Collected data:
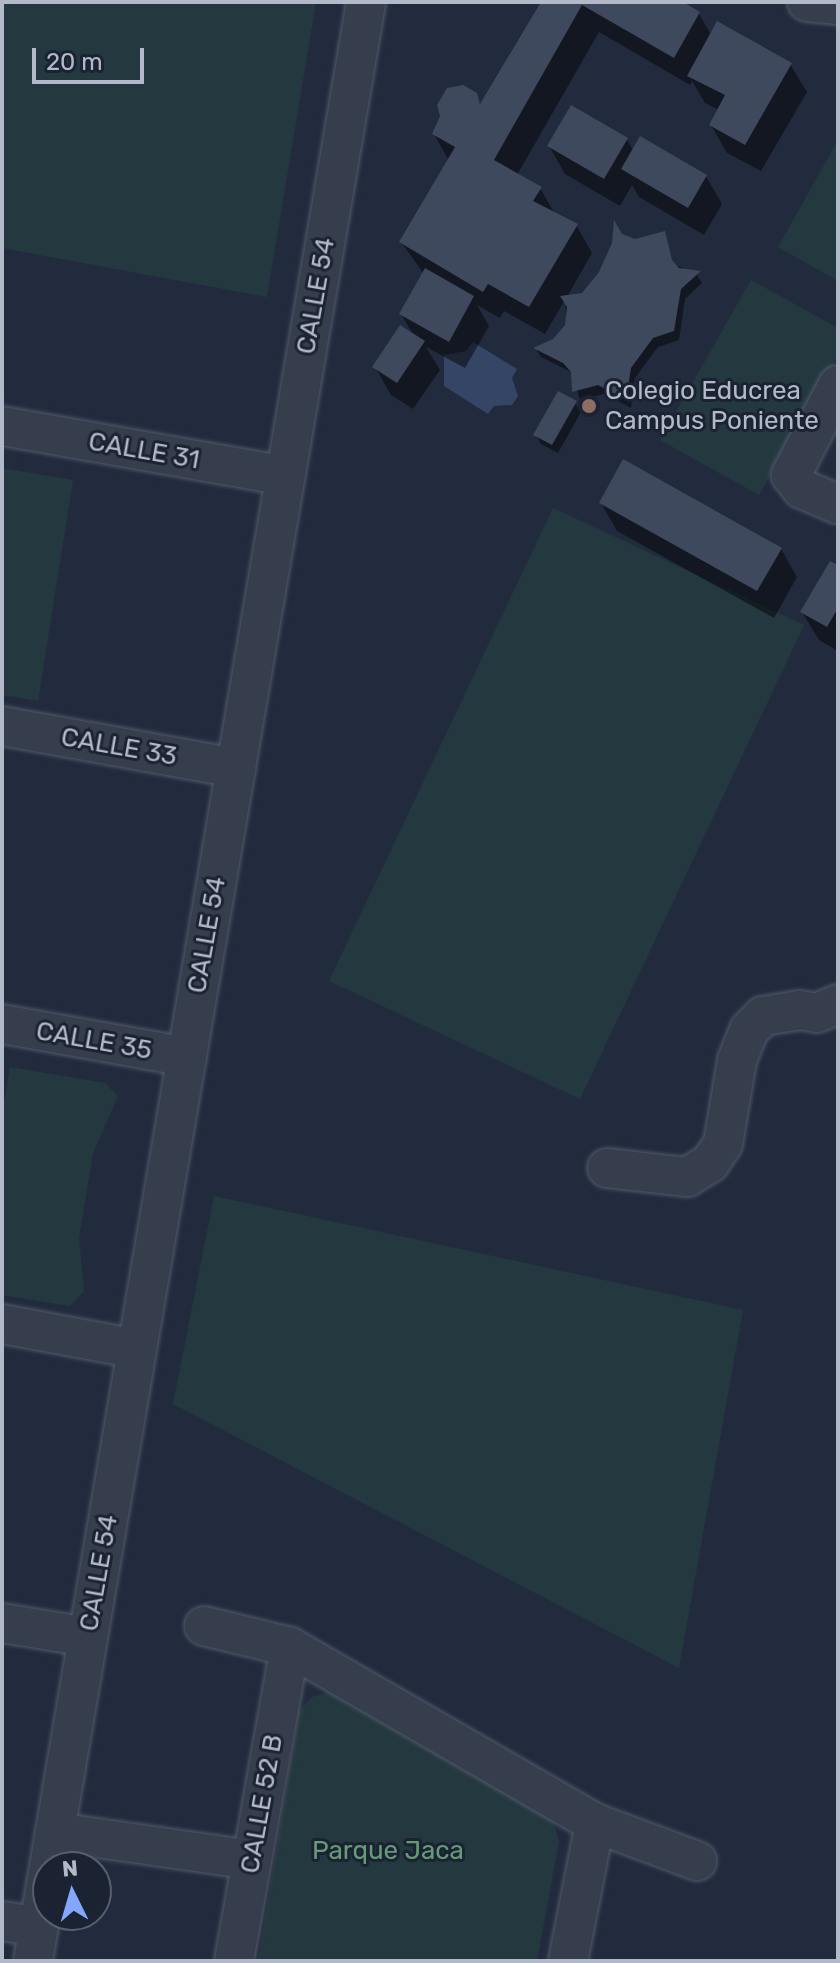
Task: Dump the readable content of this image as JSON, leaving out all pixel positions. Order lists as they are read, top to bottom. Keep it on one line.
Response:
{"streets":{"street":["CALLE 54","CALLE 31","CALLE 33","CALLE 35","CALLE 52 B"]},"crossings":[["CALLE 54","CALLE 31"],["CALLE 54","CALLE 33"],["CALLE 54","CALLE 35"]],"parks":["Parque Jaca"],"places":["Colegio Educrea Campus Poniente"],"scale_bar":"20 m","north":"top"}
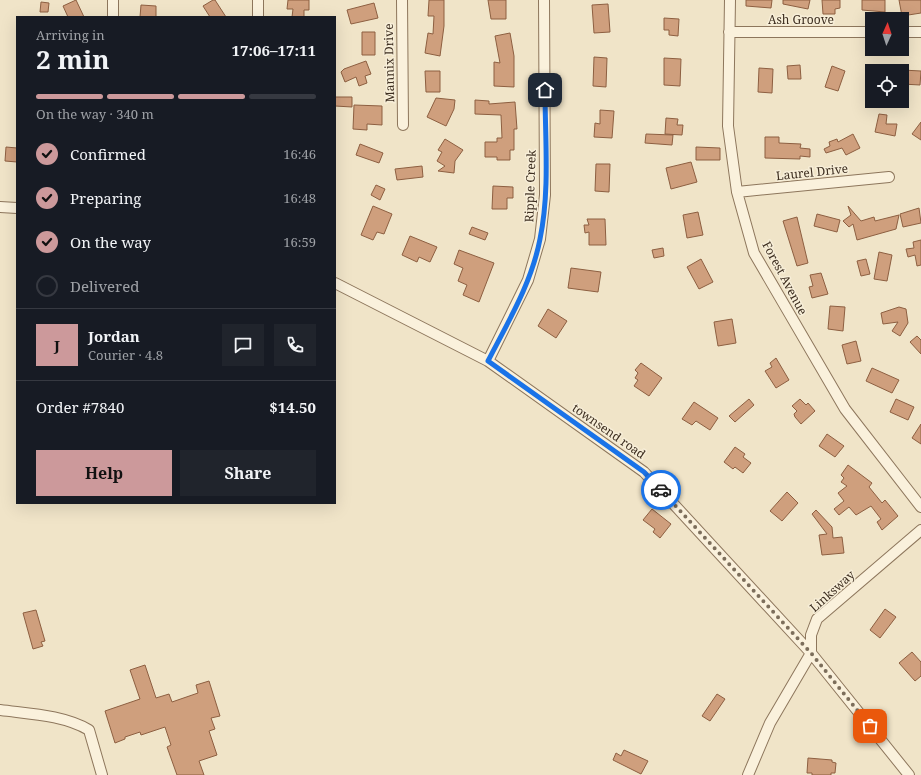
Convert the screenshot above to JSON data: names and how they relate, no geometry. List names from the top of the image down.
{
  "streets": {
    "street": [
      "Ash Groove",
      "Mannix Drive",
      "Laurel Drive",
      "Ripple Creek",
      "Forest Avenue",
      "townsend road",
      "Linksway"
    ]
  },
  "crossings": [
    ["Ash Groove", "Forest Avenue"],
    ["Laurel Drive", "Forest Avenue"],
    ["Ripple Creek", "townsend road"],
    ["townsend road", "Linksway"]
  ],
  "north": "top",
  "page": {
    "heading": ["2 min", "Arriving in", "17:06–17:11"],
    "panel": [
      "Jordan",
      "Courier · 4.8",
      "Order #7840",
      "$14.50"
    ],
    "bar": "On the way · 340 m",
    "list": [
      ["Confirmed", "16:46"],
      ["Preparing", "16:48"],
      ["On the way", "16:59"],
      "Delivered"
    ],
    "round": "J",
    "buttons": ["Help", "Share"]
  }
}
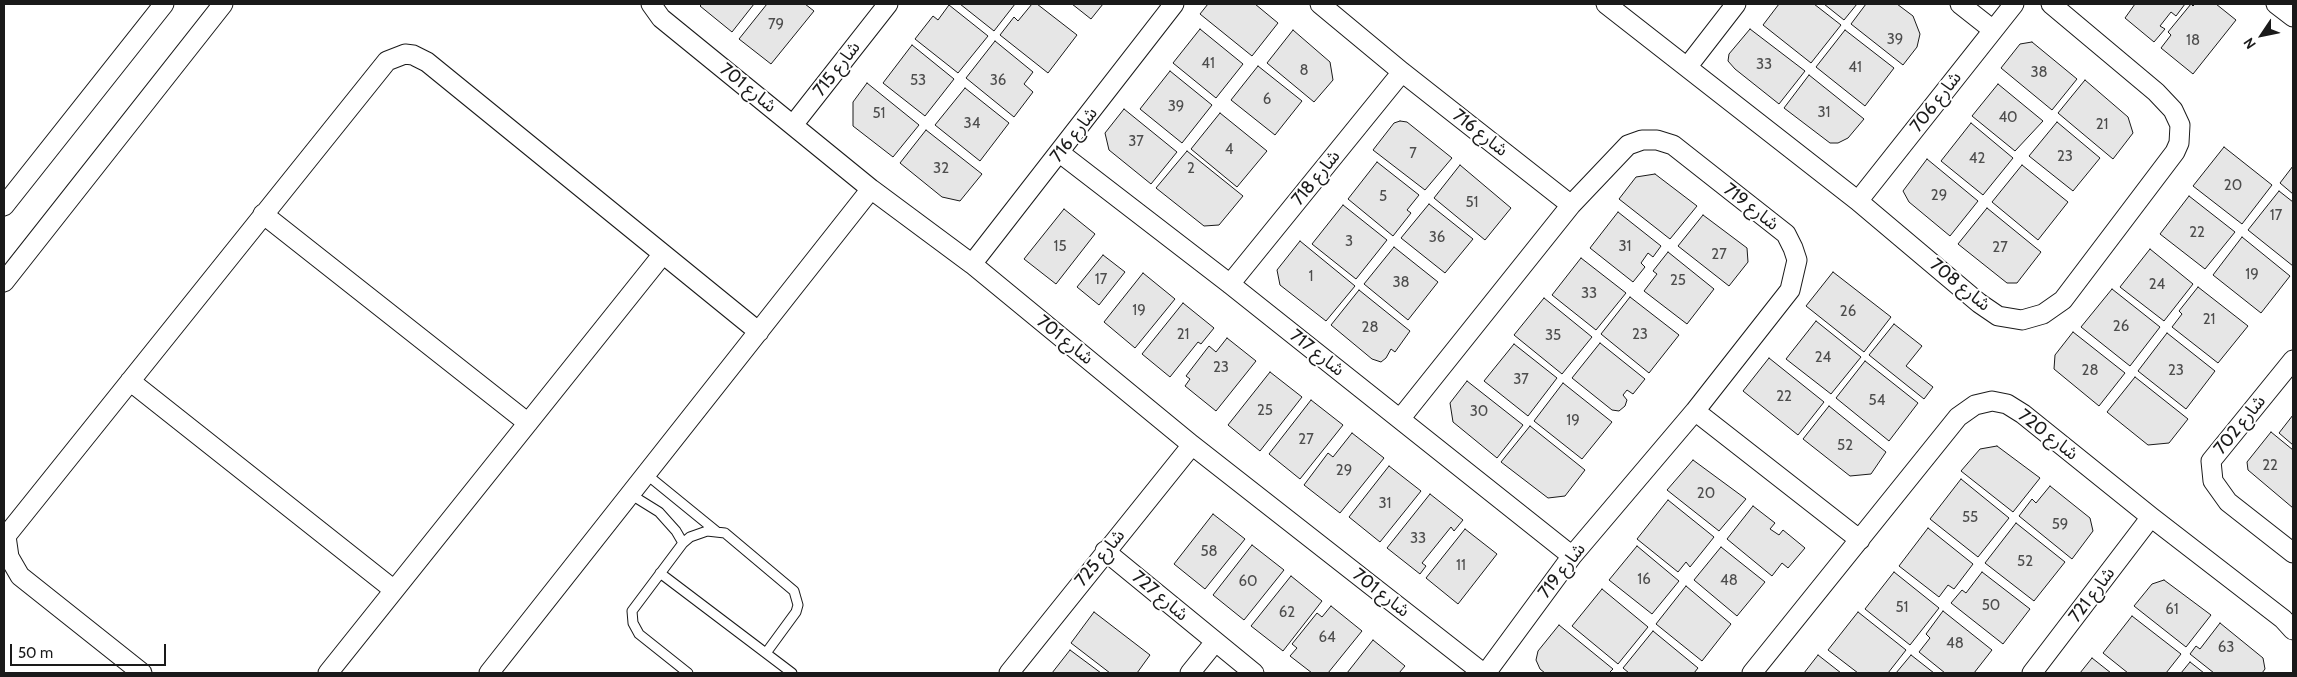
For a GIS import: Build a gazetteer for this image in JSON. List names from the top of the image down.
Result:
{
  "streets": {
    "street": [
      "شارع 715",
      "شارع 701",
      "شارع 706",
      "شارع 716",
      "شارع 718",
      "شارع 719",
      "شارع 708",
      "شارع 717",
      "شارع 702",
      "شارع 720",
      "شارع 725",
      "شارع 721",
      "شارع 727"
    ]
  },
  "crossings": [
    ["شارع 715", "شارع 701"],
    ["شارع 701", "شارع 716"],
    ["شارع 701", "شارع 719"],
    ["شارع 701", "شارع 725"],
    ["شارع 706", "شارع 708"],
    ["شارع 716", "شارع 718"],
    ["شارع 716", "شارع 719"],
    ["شارع 716", "شارع 717"],
    ["شارع 718", "شارع 717"],
    ["شارع 719", "شارع 717"],
    ["شارع 720", "شارع 721"],
    ["شارع 725", "شارع 727"]
  ],
  "house_numbers": [
    "79",
    "39",
    "18",
    "41",
    "33",
    "41",
    "8",
    "38",
    "53",
    "36",
    "6",
    "39",
    "31",
    "51",
    "40",
    "34",
    "21",
    "37",
    "4",
    "7",
    "23",
    "42",
    "32",
    "2",
    "20",
    "29",
    "5",
    "51",
    "17",
    "22",
    "36",
    "3",
    "15",
    "31",
    "27",
    "27",
    "19",
    "1",
    "17",
    "25",
    "38",
    "24",
    "33",
    "19",
    "26",
    "21",
    "26",
    "28",
    "21",
    "23",
    "35",
    "24",
    "23",
    "28",
    "23",
    "37",
    "22",
    "54",
    "25",
    "30",
    "19",
    "27",
    "52",
    "22",
    "29",
    "20",
    "31",
    "55",
    "59",
    "33",
    "58",
    "52",
    "11",
    "16",
    "48",
    "60",
    "50",
    "51",
    "61",
    "62",
    "64",
    "48",
    "63"
  ],
  "scale_bar": "50 m",
  "north": "bottom left"
}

Exercise objective: Make a word-for-word copy of the records above, excluding all pictures.

Worked solution:
Task: Dump the readable content of this image as JSON, leaving out all pixel positions. Order lists as they are read, top to bottom. Keep it on one line.
Response:
{"streets":{"street":["CALLE 54","CALLE 31","CALLE 33","CALLE 35","CALLE 52 B"]},"crossings":[["CALLE 54","CALLE 31"],["CALLE 54","CALLE 33"],["CALLE 54","CALLE 35"]],"parks":["Parque Jaca"],"places":["Colegio Educrea Campus Poniente"],"scale_bar":"20 m","north":"top"}
Convert the screenshot above to JSON data: names and how they relate, no geometry. List names from the top of the image down.
{
  "streets": {
    "street": [
      "Ash Groove",
      "Mannix Drive",
      "Laurel Drive",
      "Ripple Creek",
      "Forest Avenue",
      "townsend road",
      "Linksway"
    ]
  },
  "crossings": [
    ["Ash Groove", "Forest Avenue"],
    ["Laurel Drive", "Forest Avenue"],
    ["Ripple Creek", "townsend road"],
    ["townsend road", "Linksway"]
  ],
  "north": "top",
  "page": {
    "heading": ["2 min", "Arriving in", "17:06–17:11"],
    "panel": [
      "Jordan",
      "Courier · 4.8",
      "Order #7840",
      "$14.50"
    ],
    "bar": "On the way · 340 m",
    "list": [
      ["Confirmed", "16:46"],
      ["Preparing", "16:48"],
      ["On the way", "16:59"],
      "Delivered"
    ],
    "round": "J",
    "buttons": ["Help", "Share"]
  }
}
For a GIS import: Build a gazetteer for this image in JSON. List names from the top of the image down.
Result:
{
  "streets": {
    "street": [
      "شارع 715",
      "شارع 701",
      "شارع 706",
      "شارع 716",
      "شارع 718",
      "شارع 719",
      "شارع 708",
      "شارع 717",
      "شارع 702",
      "شارع 720",
      "شارع 725",
      "شارع 721",
      "شارع 727"
    ]
  },
  "crossings": [
    ["شارع 715", "شارع 701"],
    ["شارع 701", "شارع 716"],
    ["شارع 701", "شارع 719"],
    ["شارع 701", "شارع 725"],
    ["شارع 706", "شارع 708"],
    ["شارع 716", "شارع 718"],
    ["شارع 716", "شارع 719"],
    ["شارع 716", "شارع 717"],
    ["شارع 718", "شارع 717"],
    ["شارع 719", "شارع 717"],
    ["شارع 720", "شارع 721"],
    ["شارع 725", "شارع 727"]
  ],
  "house_numbers": [
    "79",
    "39",
    "18",
    "41",
    "33",
    "41",
    "8",
    "38",
    "53",
    "36",
    "6",
    "39",
    "31",
    "51",
    "40",
    "34",
    "21",
    "37",
    "4",
    "7",
    "23",
    "42",
    "32",
    "2",
    "20",
    "29",
    "5",
    "51",
    "17",
    "22",
    "36",
    "3",
    "15",
    "31",
    "27",
    "27",
    "19",
    "1",
    "17",
    "25",
    "38",
    "24",
    "33",
    "19",
    "26",
    "21",
    "26",
    "28",
    "21",
    "23",
    "35",
    "24",
    "23",
    "28",
    "23",
    "37",
    "22",
    "54",
    "25",
    "30",
    "19",
    "27",
    "52",
    "22",
    "29",
    "20",
    "31",
    "55",
    "59",
    "33",
    "58",
    "52",
    "11",
    "16",
    "48",
    "60",
    "50",
    "51",
    "61",
    "62",
    "64",
    "48",
    "63"
  ],
  "scale_bar": "50 m",
  "north": "bottom left"
}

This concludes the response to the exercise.